I have a very wide dataframe with label columns. I want to run a logistic regression for each column independenly. I'm trying to find the most efficient way to run this in parallel.
+----------+--------+--------+--------+-----+------------+
| features | label1 | label2 | label3 | ... | label30000 |
+----------+--------+--------+--------+-----+------------+
My initial thought was to use ThreadPoolExecutor
, get result for each column, and join:
extract_prob = udf(lambda x: float(x[1]), FloatType())
def lr_for_column(argm):
col_name = argm[0]
test_res = argm[1]
lr = LogisticRegression(featuresCol="features", labelCol=col_name, regParam=0.1)
lrModel = lr.fit(tfidf)
res = lrModel.transform(test_tfidf)
test_res = test_res.join(res.select('id', 'probability'), on="id")
test_res = test_res.withColumn(col_name, extract_prob('probability')).drop("probability")
return test_res.select('id', col_name)
with futures.ThreadPoolExecutor(max_workers=100) as executor:
future_results = [executor.submit(lr_for_column, [colname, test_res]) for colname in list_of_label_columns]
futures.wait(future_results)
for future in future_results:
test_res = test_res.join(future.result(), on="id")
but this method is not very performant. Is there a faster way to do this?
Taking into account available resources you have nothing to gain by using ThreadPoolExecutor
- having 32 cores in total and 200 partitions you can process only ~16% of you data at the same time, and this fraction can become only worse, if data grows.
If you want to train 30000 models and use default number of iterations (100, probably to low in practice) you Spark program will submit around 3 000 000 jobs (each iteration create a separate one), and only a fraction of each can be processed concurrently - this doesn't give much hope for improvement, unless you add more resource.
Despite that there are some things you can try:
If you decide to reduce dimensions consider sampling to further reduce size of your training data, and consequently reduce number of partitions and increase overall throughput.

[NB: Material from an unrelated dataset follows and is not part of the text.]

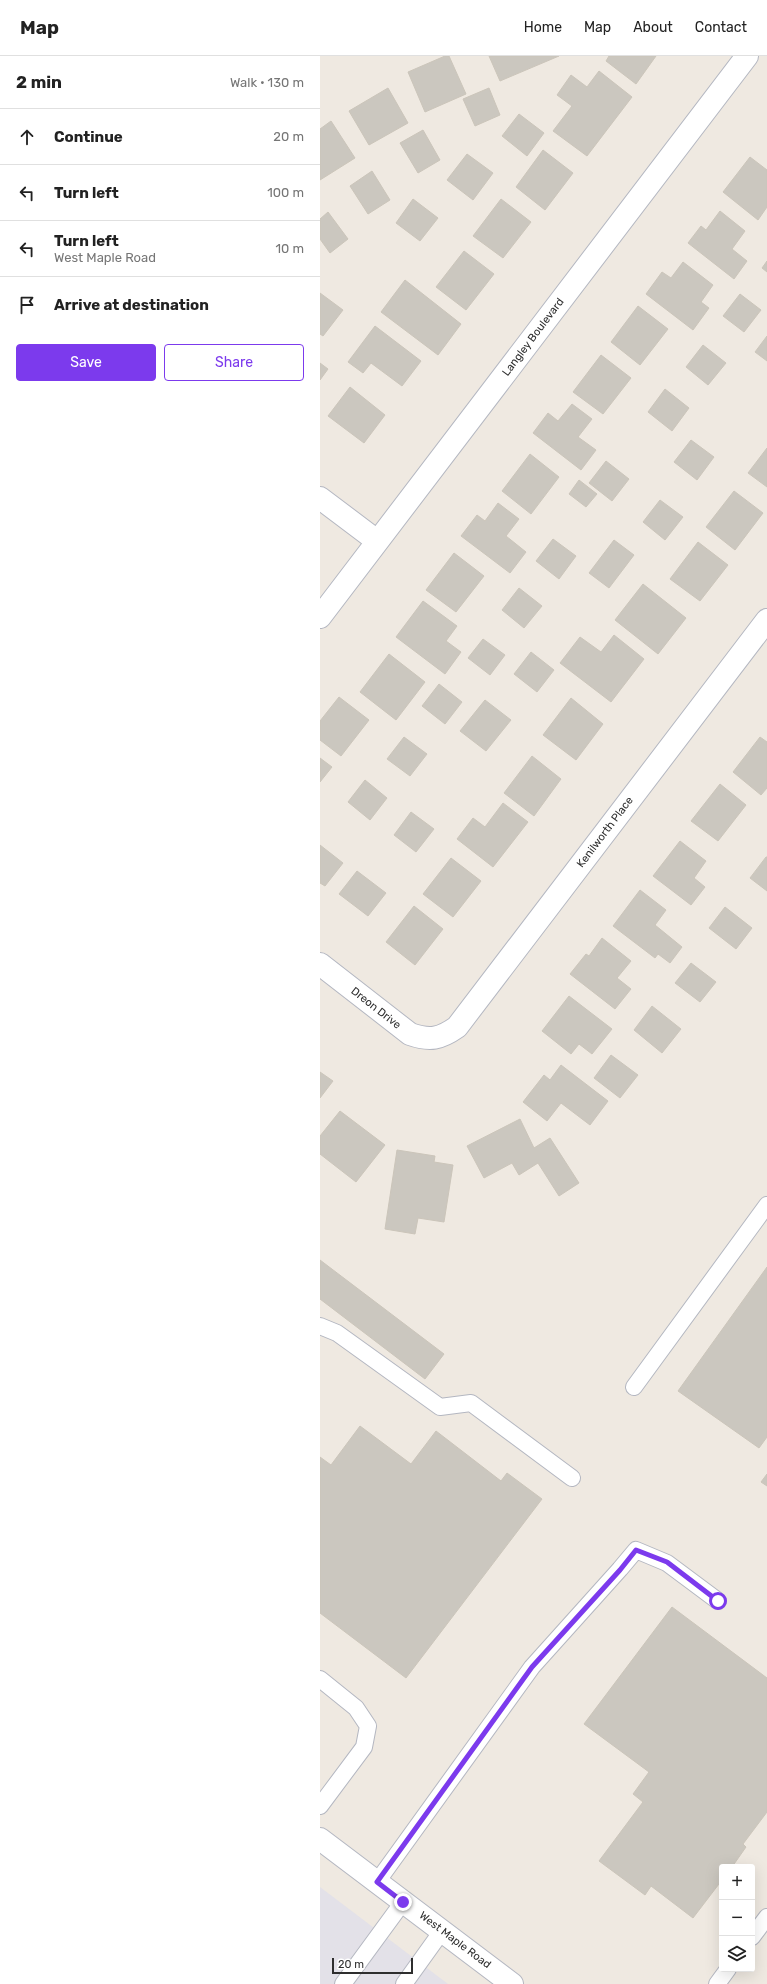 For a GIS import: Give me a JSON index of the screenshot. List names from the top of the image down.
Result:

If there are strong linear trends in your data, there should be visible even on a smaller sample, without significant loss of precision.
Consider replacing expensive pyspark.ml
algorithm with a variant that doesn't require multiple jobs, for example using some combination of tools from spark-sklearn
(you could create ensemble model, by fitting sklearn
model on each partition).
Oversubscribing cores. For example if you have 4 physical cores / node, allow 8 or 16 to account for IO wait time.